Another possible warning sign? High yield bonds — aka junk bonds — are still holding their own.
The iShares iBoxx $ High Yield Corporate Bond ETF and SPDR Barclays High Yield Bond ETF are still both up more than 4% this year.
Gershon Distenfeld, director of high yield and investment-grade Credit at AB, notes that junk bonds and stocks usually move in tandem. And both markets may be ignoring big global issues.
“The slowdown of China. Political concerns around the world. Default risk. These are all still real issues,” Distenfeld said.
Still, some market strategists think that bullish investors are right to buy stocks following the Brexit. Why?

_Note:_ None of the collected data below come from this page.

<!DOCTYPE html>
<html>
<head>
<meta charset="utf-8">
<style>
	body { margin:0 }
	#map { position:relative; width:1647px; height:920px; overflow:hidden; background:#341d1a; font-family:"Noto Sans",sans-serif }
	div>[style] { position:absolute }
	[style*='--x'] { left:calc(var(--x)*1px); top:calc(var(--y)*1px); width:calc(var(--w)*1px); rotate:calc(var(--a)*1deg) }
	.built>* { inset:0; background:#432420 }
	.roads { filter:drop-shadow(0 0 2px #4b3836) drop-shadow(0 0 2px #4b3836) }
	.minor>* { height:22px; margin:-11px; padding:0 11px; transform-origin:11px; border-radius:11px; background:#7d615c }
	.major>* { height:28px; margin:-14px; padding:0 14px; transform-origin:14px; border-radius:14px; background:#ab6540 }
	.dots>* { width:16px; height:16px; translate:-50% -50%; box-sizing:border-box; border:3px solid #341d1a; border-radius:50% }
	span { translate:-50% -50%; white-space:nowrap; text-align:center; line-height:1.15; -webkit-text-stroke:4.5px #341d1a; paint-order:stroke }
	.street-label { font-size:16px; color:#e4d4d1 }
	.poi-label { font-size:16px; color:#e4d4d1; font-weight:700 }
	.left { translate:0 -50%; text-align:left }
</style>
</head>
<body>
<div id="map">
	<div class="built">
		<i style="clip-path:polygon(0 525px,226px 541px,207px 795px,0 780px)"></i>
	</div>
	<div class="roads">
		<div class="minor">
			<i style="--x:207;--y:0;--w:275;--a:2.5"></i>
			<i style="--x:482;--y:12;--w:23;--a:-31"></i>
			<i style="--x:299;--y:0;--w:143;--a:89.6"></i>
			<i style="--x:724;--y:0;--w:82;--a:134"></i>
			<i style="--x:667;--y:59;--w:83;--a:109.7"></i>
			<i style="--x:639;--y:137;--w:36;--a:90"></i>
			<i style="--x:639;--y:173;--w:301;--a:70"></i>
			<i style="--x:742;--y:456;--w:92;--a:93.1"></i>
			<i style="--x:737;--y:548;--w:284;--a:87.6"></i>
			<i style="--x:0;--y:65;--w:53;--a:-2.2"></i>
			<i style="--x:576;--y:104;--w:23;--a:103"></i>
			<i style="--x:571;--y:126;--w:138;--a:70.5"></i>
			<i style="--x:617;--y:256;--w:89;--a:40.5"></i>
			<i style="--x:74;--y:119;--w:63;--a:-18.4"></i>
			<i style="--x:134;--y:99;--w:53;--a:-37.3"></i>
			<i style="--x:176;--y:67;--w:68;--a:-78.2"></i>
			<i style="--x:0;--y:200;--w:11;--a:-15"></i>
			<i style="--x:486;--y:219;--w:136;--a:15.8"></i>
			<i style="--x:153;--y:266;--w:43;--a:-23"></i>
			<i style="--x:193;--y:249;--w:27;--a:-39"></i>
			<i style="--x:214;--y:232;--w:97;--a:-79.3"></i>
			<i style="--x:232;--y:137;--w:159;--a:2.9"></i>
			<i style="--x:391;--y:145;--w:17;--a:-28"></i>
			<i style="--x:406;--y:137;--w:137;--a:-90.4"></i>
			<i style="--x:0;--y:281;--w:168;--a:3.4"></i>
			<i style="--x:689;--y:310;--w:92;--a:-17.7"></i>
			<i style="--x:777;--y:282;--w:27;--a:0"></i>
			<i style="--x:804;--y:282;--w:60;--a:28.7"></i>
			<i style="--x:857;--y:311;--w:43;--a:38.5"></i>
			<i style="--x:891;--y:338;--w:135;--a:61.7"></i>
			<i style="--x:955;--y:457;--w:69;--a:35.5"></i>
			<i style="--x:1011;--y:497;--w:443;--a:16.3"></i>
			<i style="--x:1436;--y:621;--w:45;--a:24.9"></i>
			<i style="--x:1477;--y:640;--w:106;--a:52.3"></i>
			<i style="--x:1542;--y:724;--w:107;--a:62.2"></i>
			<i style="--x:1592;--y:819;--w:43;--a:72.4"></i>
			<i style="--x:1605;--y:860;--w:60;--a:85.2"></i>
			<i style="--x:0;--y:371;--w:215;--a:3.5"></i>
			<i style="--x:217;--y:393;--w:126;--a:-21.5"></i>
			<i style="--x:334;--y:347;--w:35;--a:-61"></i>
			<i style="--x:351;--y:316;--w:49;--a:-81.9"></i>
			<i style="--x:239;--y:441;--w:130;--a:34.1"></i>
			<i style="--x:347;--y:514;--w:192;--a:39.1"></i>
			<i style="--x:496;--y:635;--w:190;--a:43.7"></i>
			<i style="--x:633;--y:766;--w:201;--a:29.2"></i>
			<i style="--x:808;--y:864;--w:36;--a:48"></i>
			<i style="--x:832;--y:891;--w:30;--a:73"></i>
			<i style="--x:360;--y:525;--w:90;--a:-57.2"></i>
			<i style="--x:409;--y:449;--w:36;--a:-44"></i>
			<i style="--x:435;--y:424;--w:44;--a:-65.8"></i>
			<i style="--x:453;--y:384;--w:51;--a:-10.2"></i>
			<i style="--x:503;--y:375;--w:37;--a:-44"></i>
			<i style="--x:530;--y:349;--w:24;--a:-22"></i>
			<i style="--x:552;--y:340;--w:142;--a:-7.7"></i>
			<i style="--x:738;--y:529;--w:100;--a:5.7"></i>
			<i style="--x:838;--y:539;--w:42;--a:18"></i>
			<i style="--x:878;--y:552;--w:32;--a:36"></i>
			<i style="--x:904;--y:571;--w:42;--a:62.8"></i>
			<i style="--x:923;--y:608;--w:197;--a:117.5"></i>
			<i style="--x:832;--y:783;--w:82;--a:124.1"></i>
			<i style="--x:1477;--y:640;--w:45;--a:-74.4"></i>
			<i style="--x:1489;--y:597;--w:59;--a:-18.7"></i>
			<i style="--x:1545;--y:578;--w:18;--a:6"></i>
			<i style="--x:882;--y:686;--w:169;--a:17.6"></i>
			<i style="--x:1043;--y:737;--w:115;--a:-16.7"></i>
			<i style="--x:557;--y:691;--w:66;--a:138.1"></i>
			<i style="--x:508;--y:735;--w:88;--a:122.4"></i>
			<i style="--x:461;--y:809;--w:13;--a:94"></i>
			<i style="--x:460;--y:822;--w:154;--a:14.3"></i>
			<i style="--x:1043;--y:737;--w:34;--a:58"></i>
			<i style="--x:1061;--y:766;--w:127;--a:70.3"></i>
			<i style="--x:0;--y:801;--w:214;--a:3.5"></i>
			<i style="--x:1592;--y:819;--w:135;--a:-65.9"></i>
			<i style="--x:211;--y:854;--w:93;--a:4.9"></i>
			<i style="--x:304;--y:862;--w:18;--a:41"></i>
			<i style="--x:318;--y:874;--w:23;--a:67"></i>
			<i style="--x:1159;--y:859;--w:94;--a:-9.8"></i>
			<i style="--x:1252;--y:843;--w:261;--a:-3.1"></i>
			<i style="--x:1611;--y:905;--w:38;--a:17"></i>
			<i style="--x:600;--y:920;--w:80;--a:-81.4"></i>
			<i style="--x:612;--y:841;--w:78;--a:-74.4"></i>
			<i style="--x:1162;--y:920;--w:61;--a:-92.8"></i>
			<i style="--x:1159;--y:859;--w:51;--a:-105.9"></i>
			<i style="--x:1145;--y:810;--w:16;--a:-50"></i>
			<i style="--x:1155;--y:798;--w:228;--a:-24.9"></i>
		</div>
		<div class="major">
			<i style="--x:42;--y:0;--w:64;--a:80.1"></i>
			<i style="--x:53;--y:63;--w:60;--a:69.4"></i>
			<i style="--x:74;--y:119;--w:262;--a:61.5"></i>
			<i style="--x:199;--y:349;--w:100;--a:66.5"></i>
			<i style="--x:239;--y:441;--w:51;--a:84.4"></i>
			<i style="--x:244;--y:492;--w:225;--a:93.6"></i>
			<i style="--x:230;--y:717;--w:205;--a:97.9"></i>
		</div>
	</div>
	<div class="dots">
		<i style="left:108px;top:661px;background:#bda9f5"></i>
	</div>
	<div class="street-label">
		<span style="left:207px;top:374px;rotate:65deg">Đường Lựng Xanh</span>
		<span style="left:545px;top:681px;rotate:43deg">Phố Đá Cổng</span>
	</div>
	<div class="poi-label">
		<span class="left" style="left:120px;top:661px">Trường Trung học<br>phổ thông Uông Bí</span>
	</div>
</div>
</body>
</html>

The Federal Reserve, which up until recently had been expected to raise rates this summer, may now be on hold for the foreseeable future.
“The Brexit vote and economic uncertainty that it creates takes the Fed off the table,” wrote Tony Dwyer, a market strategist with Canaccord Genuity in a report. “We believe the Fed is unlikely to raise rates until December 2016, or at the very least until we get some clarity on the UK withdrawal.”
For that reason, some defensive stocks — ones that pay high dividends in particular — could benefit in the post-Brexit world.
Think of companies in food and beverages, tobacco, utilities and telecom, for example. Their dividend yields are higher than most government bonds.
“Consumer staples have been oversold on Brexit,” said Chuck Self, chief investment strategist of iSectors, an ETF strategy firm. “People are going to drink. People are going to smoke. The big dividend payers are going to be fine.”
But investors need to be extremely careful right now. There is still so much that we don’t know about how the Brexit is going to play out. It’s scary that momentum loving equity and stodgy fixed income investors are both bullish.
“The bond market may be wrong or it may be the stock market,” said Larry Hatheway, chief economist with GAM in London. “But something’s got to give.”